Dumbledore looked down at his palms. “Yes,” he whispered.

“Gellert was always destined for great things… I still recall the first time that I saw him and how hungry he was to gain power…” the seer shook his head, his eyes still vacant and milky, “Gellert was even more starved for it than Tom Riddle. If he had found the wand sooner… it would be an entirely different world, Albus.”

“That is neither here nor there,” Dumbledore replied. Again, pains to his heart as the seer spoke and he put down the tea cup with a slightly shaky hand. “I have not thought of Gellert in years.”

“Liar,” whispered the seer, a smile spread across his face. “The Phoenix flies at least thrice a year, there is no use in covering it up, especially from me. Mopsus sees all.”

It was one of the exceptionally rare occasions that Dumbledore actually blushed. He smoothed his beard to redirect his eyes from the seer’s, even though his eyes were unseeing, he felt as though the old man could see more than even he, Dumbledore, could. He cleared his throat. “This is why I need you at the castle, Kostos,” he said lowly. “I’ve made these mistakes before and I do not wish to make the same ones again.”

The seer paused and drew a breath. “They will be different mistakes this time.”

“Well that is quite unsettling,” Dumbledore chuckled, “Is there no good news?”

“The Chosen One.”

“The Chosen One?” Dumbledore’s voice was confused.

“Mopsus sees all.”

Dumbledore mulled this for a moment, then asked, “Kostos, what will it take to make you return to the school? I’m going to be terribly honest with you. I’ll do whatever it takes.”

The seer thought for a long moment, his eyes closed. “I’ll need my clocks,” he said thickly.

“Of course,” Dumbledore replied, and he drew his wand, “We’ll bring the entire hall, if you wish. You can install it wherever you would like.”

“I will need access to an unmonitored floo network.”

Dumbledore hesitated, “What for?”

The seer said, “The private business of Mopsus.”

“Unmonitored outgoing network,” Dumbledore said, “But only you can physically enter the castle via the floo to your office. Enough?”

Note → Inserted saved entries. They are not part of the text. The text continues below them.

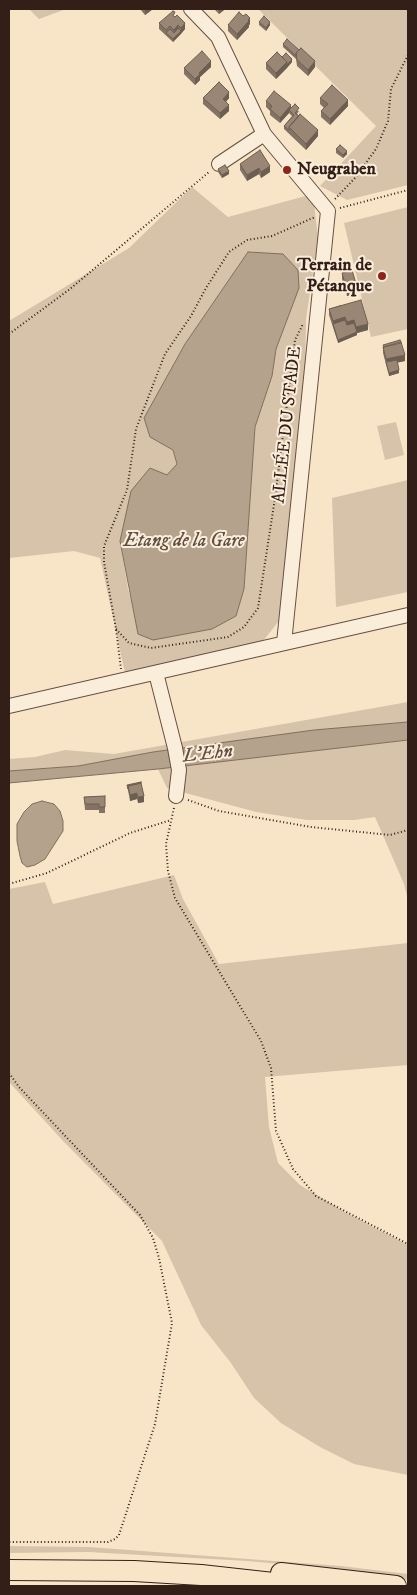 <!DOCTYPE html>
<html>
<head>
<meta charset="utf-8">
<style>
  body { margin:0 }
  #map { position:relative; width:417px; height:1595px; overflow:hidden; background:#f8e5c8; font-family:"IM FELL DW Pica",serif }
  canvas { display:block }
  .frame { position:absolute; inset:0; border:10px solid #341f18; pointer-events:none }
</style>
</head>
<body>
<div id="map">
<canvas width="417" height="1595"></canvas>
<div class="frame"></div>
</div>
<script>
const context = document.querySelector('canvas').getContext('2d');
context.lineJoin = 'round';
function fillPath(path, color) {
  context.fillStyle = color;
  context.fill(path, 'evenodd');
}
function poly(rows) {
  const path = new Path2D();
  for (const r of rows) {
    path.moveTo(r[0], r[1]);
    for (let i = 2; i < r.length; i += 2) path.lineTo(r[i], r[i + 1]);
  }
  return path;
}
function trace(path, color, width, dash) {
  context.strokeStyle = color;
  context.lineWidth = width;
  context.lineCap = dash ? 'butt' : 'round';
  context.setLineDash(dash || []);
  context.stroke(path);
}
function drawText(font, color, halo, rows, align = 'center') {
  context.font = font + ' "IM FELL DW Pica",serif';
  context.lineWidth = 4;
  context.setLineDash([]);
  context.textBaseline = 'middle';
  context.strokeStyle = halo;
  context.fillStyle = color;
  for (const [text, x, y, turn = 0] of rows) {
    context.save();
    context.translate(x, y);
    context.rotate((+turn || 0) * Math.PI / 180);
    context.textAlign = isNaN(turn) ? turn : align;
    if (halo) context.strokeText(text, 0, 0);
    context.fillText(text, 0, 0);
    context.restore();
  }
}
fillPath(poly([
  [29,9,66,9,39,19],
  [258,9,408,9,408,185,347,200,320,186,376,126],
  [192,187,228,217,313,194,318,238,306,319,305,385,287,584,279,621,263,641,125,673,100,558,74,551,9,558,9,321,129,248],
  [248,252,276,349,272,376,255,427,244,589,236,616,212,629,134,610,128,589,120,541,177,464,173,450,150,437,144,418,185,344],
  [408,207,408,329,371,337,344,223],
  [396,422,404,455,385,460,377,426],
  [408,480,408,592,336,607,332,498],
  [408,702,408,722,153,752,78,766,9,771,9,759,35,757,65,750,114,754],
  [408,740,408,900,404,884,375,817,354,820,307,820,256,812,167,788,158,769],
  [174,875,183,899,219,964,408,943,408,1065,265,1077,269,1127,278,1163,300,1185,345,1212,408,1245,408,1475,354,1464,320,1447,281,1423,254,1398,231,1363,201,1325,162,1241,64,1142,9,1082,9,889,45,882,53,904],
  [9,1546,89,1547,341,1566,408,1574,408,1580,303,1566,247,1561,88,1552,9,1553]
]), '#d7c3aa');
const water = poly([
  [248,252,283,254,298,270,299,288,276,349,272,376,255,427,244,589,236,616,212,629,153,640,138,634,120,541,131,491,150,468,167,475,177,464,173,450,150,437,144,418,185,344,248,252],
  [408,722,408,740,158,769,9,783,9,771,78,766,153,752,314,730,408,722],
  [42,801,54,804,60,811,63,821,63,831,45,859,35,865,27,867,22,863,20,856,17,841,17,824,24,812,32,804,42,801]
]);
fillPath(water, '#b5a28c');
trace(water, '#816e5e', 1);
const minor = poly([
  [191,9,218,37,264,134,328,211,284,643],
  [219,164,264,134],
  [156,673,175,748,179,770,176,796],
  [9,706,408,615]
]);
const highway = poly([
  [9,1570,134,1571,201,1575,300,1586],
  [281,1573,396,1586]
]);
trace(minor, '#655044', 16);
trace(highway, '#341f18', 22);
trace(poly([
  [335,199,355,178,376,149,388,121,391,89,408,55],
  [340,208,408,190],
  [9,334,70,289,209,172],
  [116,629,129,643,151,648,228,637,244,627,258,608,275,498,295,340,303,324],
  [121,669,116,629,104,562,104,546,127,490,136,429,165,354,191,316,206,288,229,252,247,240,272,236,315,217],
  [188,800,219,811,311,827,390,835,408,830],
  [174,808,166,844,168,871,175,898,261,1041,271,1068,276,1131,293,1169,316,1196,408,1244],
  [9,884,47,873,130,833,171,820],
  [9,1073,19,1087,140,1215,153,1238,159,1258,172,1323,155,1424,119,1535,115,1539,108,1542,9,1542]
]), '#341f18', 2, [1, 2.5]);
trace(minor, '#faeedb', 14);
trace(highway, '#f8e5c8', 20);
fillPath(poly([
  [140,9,153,9,145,15],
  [215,9,224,9,224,10,219,14,215,10],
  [175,17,185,29,173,42,159,29,159,23],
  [259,22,270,25,266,31,259,25],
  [250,24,249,25,249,27,237,40,228,31,228,25],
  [283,44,315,67,308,76,297,66,296,59,283,47],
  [282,57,292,62,276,79,266,69,266,63],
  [211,67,200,77,200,80,195,85,184,74,184,68],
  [203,98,229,98,226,102,229,111,220,119,203,104],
  [320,98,348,106,330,125,321,117,321,111,324,108,320,104],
  [266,101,299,111,297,114,318,136,306,150,284,129,284,126,292,116,289,113,280,123,270,115,270,111,266,107],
  [336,149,347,154,343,158,336,153],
  [240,164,270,166,270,172,261,178,259,174,247,181,240,170],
  [218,169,229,174,222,178,218,172],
  [342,273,357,293,347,296,342,279],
  [341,305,368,330,357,333,357,335,338,343,329,315,329,309],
  [383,345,405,361,397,362,399,373,389,376,383,353],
  [127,785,144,802,138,803,137,799,130,801],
  [105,796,105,813,99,813,99,810,85,810,84,797]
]), '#847364');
fillPath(poly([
  [145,9,153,9,145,15],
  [221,9,224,9,224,10,219,14,219,11],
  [250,18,250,24,249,25,249,27,237,40,237,34],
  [270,22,270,25,266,31,266,28],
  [185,23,185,29,181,34,181,28],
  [178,25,178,31,174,36,174,30],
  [181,31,181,34,173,42,173,39],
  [292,59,292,62,287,68,287,65],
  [211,61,211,67,200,77,200,80,195,85,195,79,199,73],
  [315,61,315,67,308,76,308,70],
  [287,62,287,68,276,79,276,73],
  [229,92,229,98,223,105,223,99],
  [348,100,348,106,330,125,330,119],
  [229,105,229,111,220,119,220,113],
  [291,105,291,111,289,110,289,113,280,123,280,118],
  [318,130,318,136,306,150,306,144],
  [347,151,347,154,343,158,343,155],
  [270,166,270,172,261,178,261,172],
  [259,168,259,174,247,181,247,175],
  [229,171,229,174,222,178,222,175],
  [357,287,357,293,347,296,347,290],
  [345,317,345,323,333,324,333,321],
  [354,320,354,326,347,328,347,322],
  [368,324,368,330,357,333,357,335,338,343,338,340,356,332,356,327],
  [405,355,405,361,387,365,386,359],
  [399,370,399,373,389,376,389,373],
  [137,793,137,799,130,801,130,795],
  [144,796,144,802,138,803,138,797]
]), '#6c5e51');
const building = poly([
  [173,11,175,12,173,16,175,17,177,15,185,23,181,28,178,25,174,30,170,26,166,30,159,23,173,11],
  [239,12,243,16,246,14,250,18,248,20,249,21,237,34,228,25,239,12],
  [264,16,270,22,266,28,259,22,264,16],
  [178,28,181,31,173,39,166,33,170,29,174,33,178,28],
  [287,39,299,50,296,53,296,56,283,44,287,39],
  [301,48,315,61,308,70,297,60,296,53,301,48],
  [202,51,211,61,199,73,200,74,195,79,184,68,202,51],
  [277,52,287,62,276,73,266,63,277,52],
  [286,53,292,59,287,65,287,62,282,57,286,53],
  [219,82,229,92,223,99,229,105,220,113,203,98,219,82],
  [332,85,348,100,330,119,321,111,328,104,320,98,332,85],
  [274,91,291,105,280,118,270,109,272,106,266,101,274,91],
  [295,104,299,108,295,113,299,116,289,127,289,130,284,126,294,115,289,110,295,104],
  [300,114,318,130,306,144,289,127,300,114],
  [340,145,347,151,343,155,336,149,340,145],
  [260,150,270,166,261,172,259,168,247,175,240,164,260,150],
  [225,165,229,171,222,175,218,169,225,165],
  [352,270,357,287,347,290,342,273,352,270],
  [361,300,368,324,356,327,354,320,347,322,345,317,333,321,329,309,361,300],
  [345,320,347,325,354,323,357,332,338,340,333,324,345,320],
  [400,340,401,343,384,347,383,345,400,340],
  [401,342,405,355,386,359,383,347,401,342],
  [397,360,399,370,389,373,386,362,397,360],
  [141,782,141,783,128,786,128,789,127,785,141,782],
  [141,783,144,796,138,797,137,793,130,795,128,786,141,783],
  [105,796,105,807,99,807,99,804,85,804,84,797,105,796]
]);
fillPath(building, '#9a8674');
trace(building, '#6c5e51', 1);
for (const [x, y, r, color] of [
  [287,170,5,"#8f2418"],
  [382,276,5,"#8f2418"]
]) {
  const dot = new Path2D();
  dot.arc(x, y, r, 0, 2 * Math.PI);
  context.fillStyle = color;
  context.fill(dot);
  trace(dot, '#faeedb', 2);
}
drawText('bold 18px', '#341f18', '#faeedb', [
  ["Neugraben",297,170],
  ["Terrain de",372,266,"right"],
  ["Pétanque",372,287,"right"]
], 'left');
drawText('18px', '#341f18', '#faeedb', [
  ["ALLÉE DU STADE",288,425,-84]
]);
drawText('italic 19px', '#614d41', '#faeedb', [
  ["Etang de la Gare",184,542],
  ["L'Ehn",208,755,-6]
]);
</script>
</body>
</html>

“Enough,” agreed the seer. He clasped his hands, “And finally, my third condition, and by far the one that shall be hardest for you to allow.”

“Name it,” Dumbledore said.

“So eager without knowing what it is I need.”

“I need you at Hogwarts, Kostos,” the headmaster answered, “And the cost is of no concern.”

Mopsus murmured, “You may feel differently when it is a child's soul that you must barter…”

Dumbledore’s eyes widened as he looked in horror at the seer, “A child's soul -- but -- why?”

“You shall see in the full of time.”

Dumbledore stammered, “But -- I don’t understand.”

“Mopsus sees all,” the seer replied, grinning in amusement.